The federal government, at least in theory, attempts to discourage federal employees from engaging in any sort of partisan political activity while on duty and/or at their place of employment. Considering what a hot topic all of the Black Lives Matter demonstrations and/or riots have been lately, how such a flashpoint is handled in government offices has become a question of interest. Since these types of encounters or displays generally fall under the Hatch Act, the Office of Special Counsel (OSC) was prompted to provide some guidelines this week. And perhaps it won’t come as much of a surprise to learn that they have deemed the wearing or display of BLM paraphernalia in the workplace to be acceptable under the guidelines of the Hatch Act. (Government Executive)

Federal employees are permitted to wear or display Black Lives Matter paraphernalia in the workplace, as it is not an “inherently partisan” movement, according to the independent agency that oversees the Hatch Act prohibiting civil servants from participating in political activity while on the job.

The Office of Special Counsel released updated guidance on Wednesday on how the Hatch Act applies to the Black Lives Matter movement, as first reported by Federal News Network. The movement started in 2013 and has gained renewed prominence in the wake of nationwide protests for racial justice after police in Minneapolis killed George Floyd in May.

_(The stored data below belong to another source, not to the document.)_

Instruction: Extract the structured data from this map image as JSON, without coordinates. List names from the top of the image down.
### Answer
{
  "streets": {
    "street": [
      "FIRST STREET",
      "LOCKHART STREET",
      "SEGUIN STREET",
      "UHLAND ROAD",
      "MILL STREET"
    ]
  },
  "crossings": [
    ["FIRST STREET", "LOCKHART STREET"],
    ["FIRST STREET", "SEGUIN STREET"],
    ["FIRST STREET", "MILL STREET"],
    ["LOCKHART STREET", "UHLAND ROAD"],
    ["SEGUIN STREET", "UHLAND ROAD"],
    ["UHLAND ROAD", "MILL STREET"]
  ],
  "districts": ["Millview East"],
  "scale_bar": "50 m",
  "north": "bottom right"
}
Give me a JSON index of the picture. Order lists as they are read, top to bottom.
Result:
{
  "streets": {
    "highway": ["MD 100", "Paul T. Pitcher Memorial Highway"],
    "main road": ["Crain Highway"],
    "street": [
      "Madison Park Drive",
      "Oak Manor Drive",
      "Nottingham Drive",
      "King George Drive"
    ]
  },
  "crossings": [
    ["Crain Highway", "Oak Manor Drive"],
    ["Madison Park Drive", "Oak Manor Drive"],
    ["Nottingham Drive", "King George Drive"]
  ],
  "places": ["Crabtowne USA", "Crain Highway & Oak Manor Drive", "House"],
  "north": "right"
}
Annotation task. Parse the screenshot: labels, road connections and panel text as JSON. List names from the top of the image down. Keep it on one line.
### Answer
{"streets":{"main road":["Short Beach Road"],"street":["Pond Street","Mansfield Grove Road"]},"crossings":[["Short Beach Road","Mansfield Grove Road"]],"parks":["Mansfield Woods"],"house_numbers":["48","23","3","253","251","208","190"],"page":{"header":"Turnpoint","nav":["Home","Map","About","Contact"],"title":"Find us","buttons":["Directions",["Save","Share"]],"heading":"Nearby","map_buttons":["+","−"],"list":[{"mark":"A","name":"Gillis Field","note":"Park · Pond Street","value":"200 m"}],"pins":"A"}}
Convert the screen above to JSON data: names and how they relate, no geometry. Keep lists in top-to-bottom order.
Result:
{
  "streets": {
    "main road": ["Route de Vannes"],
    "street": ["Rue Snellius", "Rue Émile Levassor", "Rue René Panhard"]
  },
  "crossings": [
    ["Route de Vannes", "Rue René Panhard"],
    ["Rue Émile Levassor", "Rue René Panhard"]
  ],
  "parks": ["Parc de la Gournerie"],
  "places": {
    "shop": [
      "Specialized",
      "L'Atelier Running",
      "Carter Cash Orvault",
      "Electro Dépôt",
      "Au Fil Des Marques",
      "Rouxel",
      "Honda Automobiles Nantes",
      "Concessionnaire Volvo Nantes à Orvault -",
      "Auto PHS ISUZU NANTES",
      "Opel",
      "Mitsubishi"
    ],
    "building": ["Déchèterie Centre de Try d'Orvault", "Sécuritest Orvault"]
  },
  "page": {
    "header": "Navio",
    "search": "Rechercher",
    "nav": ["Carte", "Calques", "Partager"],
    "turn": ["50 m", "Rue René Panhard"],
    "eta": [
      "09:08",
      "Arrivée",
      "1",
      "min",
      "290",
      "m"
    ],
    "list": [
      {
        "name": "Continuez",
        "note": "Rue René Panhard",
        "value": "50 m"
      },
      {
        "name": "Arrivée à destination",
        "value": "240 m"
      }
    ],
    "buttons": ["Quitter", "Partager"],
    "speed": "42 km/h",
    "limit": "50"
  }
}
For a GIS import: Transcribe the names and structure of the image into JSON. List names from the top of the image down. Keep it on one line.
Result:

The OSC can get away with this because of the very careful wording they apply to their interpretation of the rules. The Hatch Act makes it fairly clear how and when employees cross the line in terms of partisan political speech or activity.

[Employees] May not engage in political activity while on duty, in the workplace, wearing a uniform or official insignia, or in a government vehicle. For example:
o May not wear, display, or distribute partisan materials or items.
o May not perform campaign-related chores.
o May not make political contributions.
o May not use email or social media to engage in political activity

In other words, displays that express support for a particular candidate or party in a partisan election are not permitted. But support for a particular issue that isn’t specifically and directly attached to one candidate or party is allowable. The OSC offers up the Tea Party movement in 2009 as a parallel example. They described it as “a leaderless movement that apparently arose in response to social concern.” Of course, the Tea Party was comprised almost entirely of a coalition of conservatives and libertarians who would generally be far more likely to vote Republican than Democrat, but it was totally unofficial. Democrats, needless to say, mocked or simply hated the Tea Party for the most part.

The Black Lives Matter movement is similarly (though not entirely) viewed as a left-side issue and most of the polling we’ve seen this year supports that belief. But, again, it’s not an official Democrat or Republican organization or political structure and is largely free of “official” leadership. In that regard, attempting to ban BLM paraphernalia would probably land the supervisor in the middle of a lawsuit.

That type of wiggle room works both ways. Federal employees are also allowed to wear or display pro-life or pro-abortion messages if they wish. But again, they can’t cross the line into endorsing specific candidates based on those beliefs. So all in all, we really can’t complain too much about this ruling from the OSC. It does seem to be in keeping with the current interpretation of the Hatch Act and with their previous rulings.